Work order => Restate the listing that follows word for word, without its pictures.

Dataset extract =>
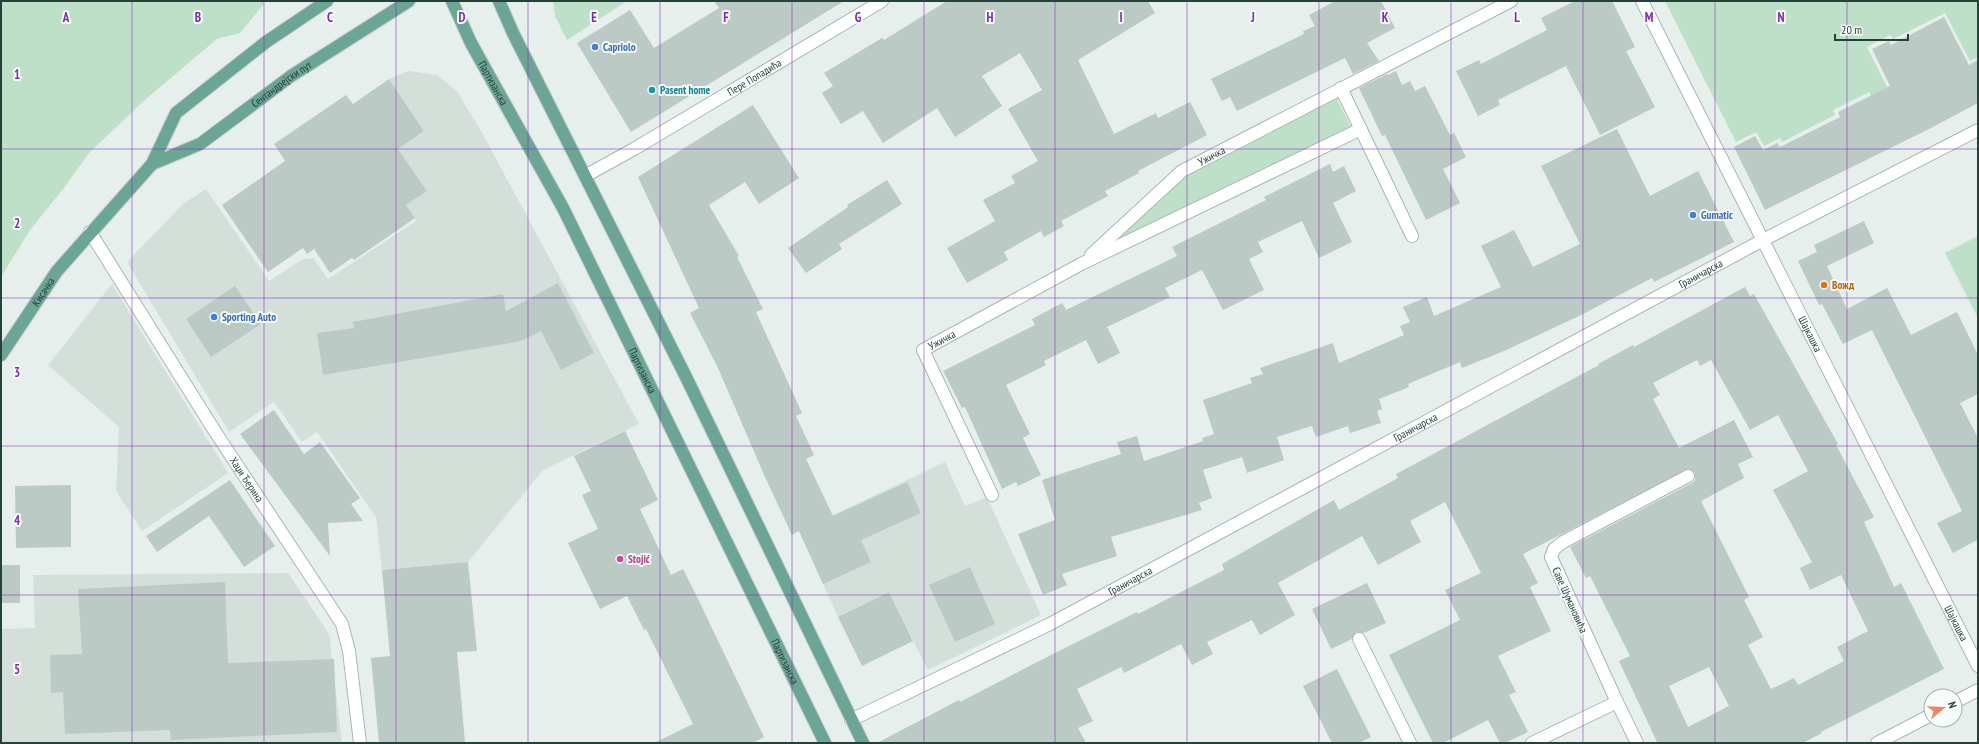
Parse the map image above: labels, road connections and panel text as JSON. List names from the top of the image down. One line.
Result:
{"streets":{"main road":["Партизанска","Сентандрејски пут","Кисачка"],"street":["Пере Попадића","Ужичка","Граничарска","Шајкашка","Хаџи Ђерина","Саве Шумановића"]},"crossings":[["Сентандрејски пут","Кисачка"],["Сентандрејски пут","Хаџи Ђерина"],["Граничарска","Шајкашка"],["Кисачка","Хаџи Ђерина"]],"places":["Capriolo","Pasent home","Gumatic","Вожд","Sporting Auto","Stojić"],"scale_bar":"20 m","north":"right","grid":{"columns":["A","B","C","D","E","F","G","H","I","J","K","L","M","N"],"rows":["1","2","3","4","5"]}}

Written solution =>
Parse the map image above: labels, road connections and panel text as JSON. List names from the top of the image down. One line.
Result:
{"streets":{"main road":["Партизанска","Сентандрејски пут","Кисачка"],"street":["Пере Попадића","Ужичка","Граничарска","Шајкашка","Хаџи Ђерина","Саве Шумановића"]},"crossings":[["Сентандрејски пут","Кисачка"],["Сентандрејски пут","Хаџи Ђерина"],["Граничарска","Шајкашка"],["Кисачка","Хаџи Ђерина"]],"places":["Capriolo","Pasent home","Gumatic","Вожд","Sporting Auto","Stojić"],"scale_bar":"20 m","north":"right","grid":{"columns":["A","B","C","D","E","F","G","H","I","J","K","L","M","N"],"rows":["1","2","3","4","5"]}}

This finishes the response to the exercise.